Chimalpilli II (died in year 2 Técpatl) was a Tlatoani (ruler) of the Nahua altepetl (city-state) Ecatepec, in 16th-century Mesoamerica.

The first known tlatoani of Ecatepec was Chimalpilli I, grandson of an Aztec tlatoani.
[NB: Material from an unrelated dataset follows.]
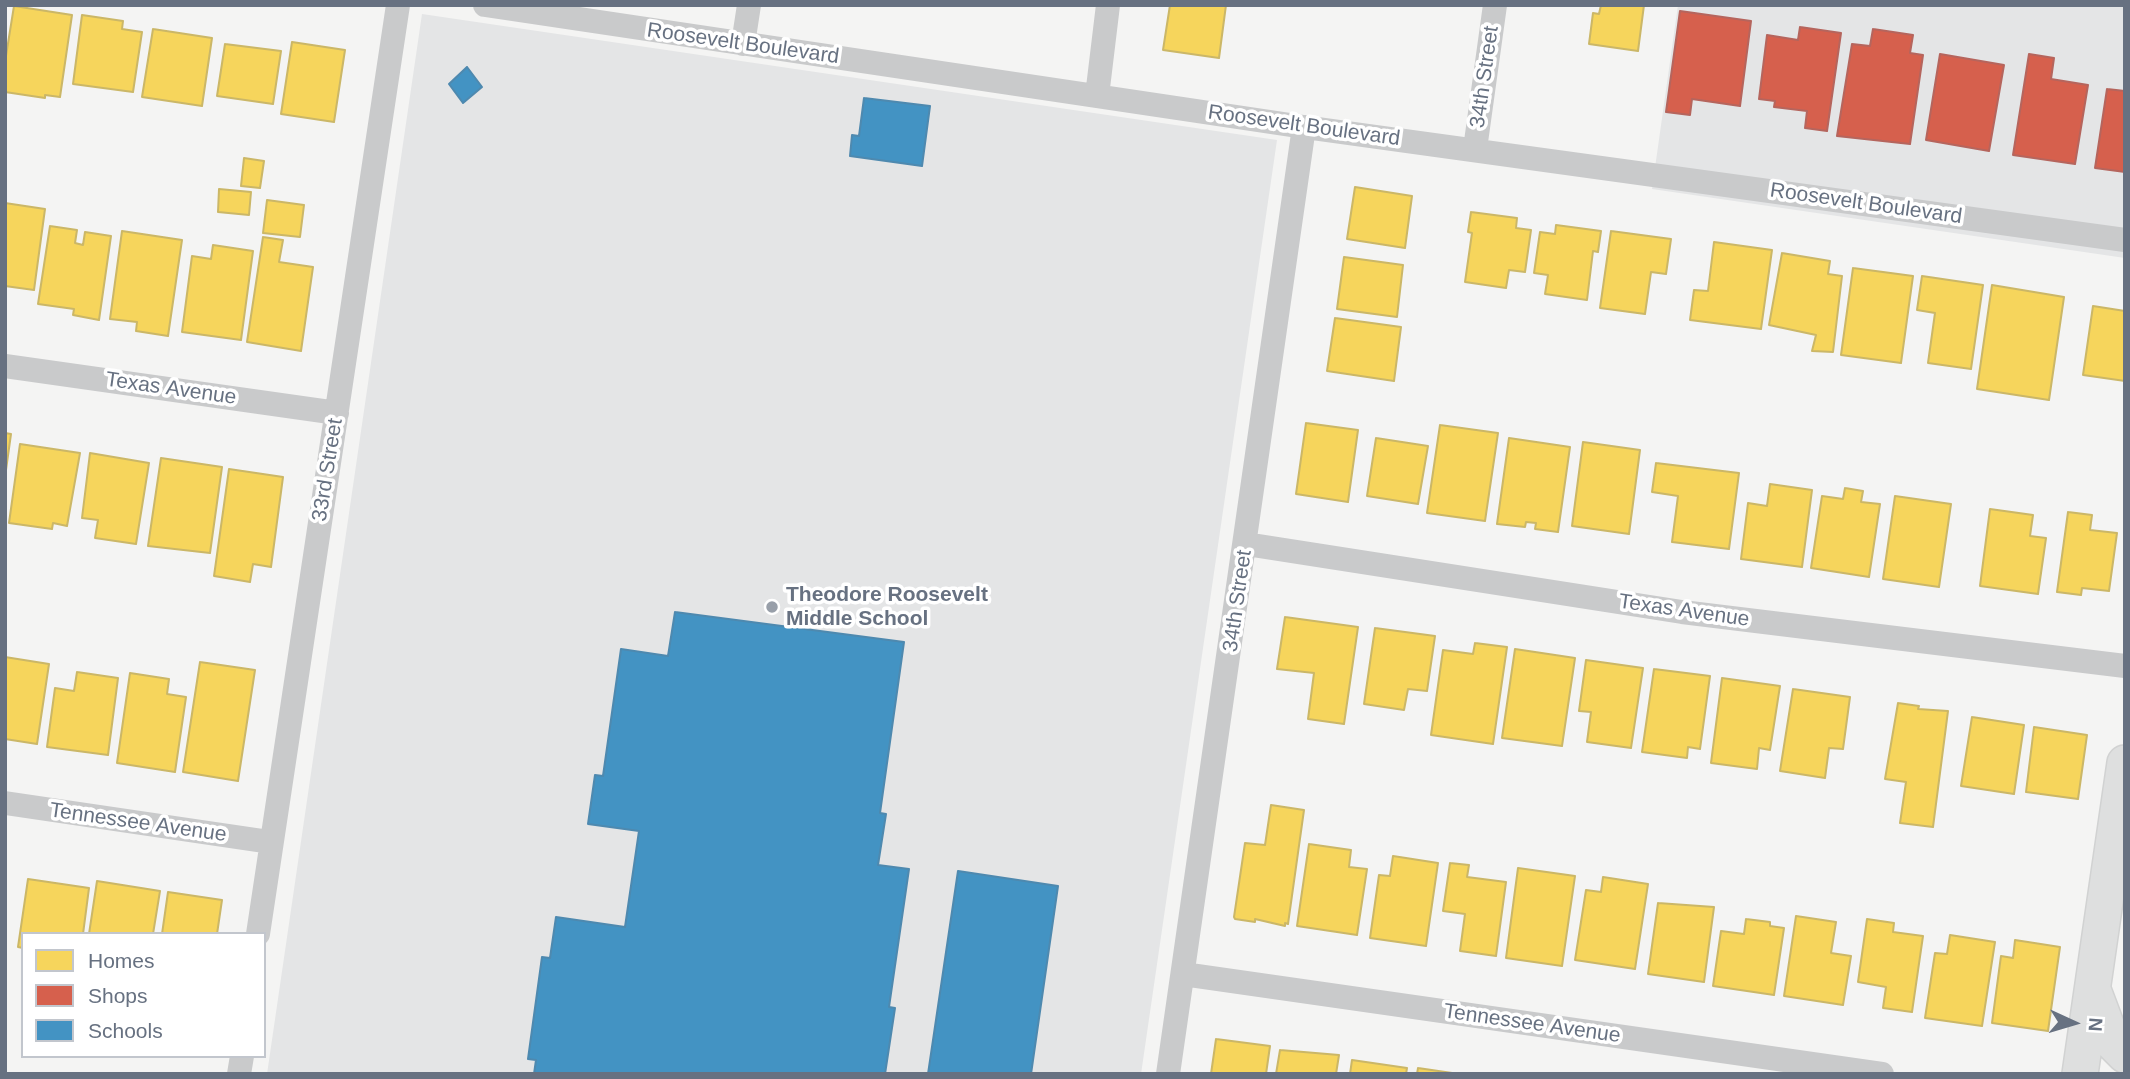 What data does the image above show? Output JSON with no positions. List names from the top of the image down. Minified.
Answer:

The successor of Chimalpilli II was Diego de Alvarado Huanitzin, who also became tlatoani of Tenochtitlan, as well as its governor (Cabildo of San Juan Tenochtitlan) under the colonial Spanish system of government.

== Family ==
Chimalpilli was a son of Aztec tlatoani Ahuitzotl and grandson of Atotoztli II (daughter of Moctezuma I) and Tezozomoc. He was a nephew of tlatoani Axayacatl and Tizoc and of Chalchiuhnenetzin; and cousin of Moctezuma II and Cuitláhuac.

His brother was tlatoani Cuauhtémoc.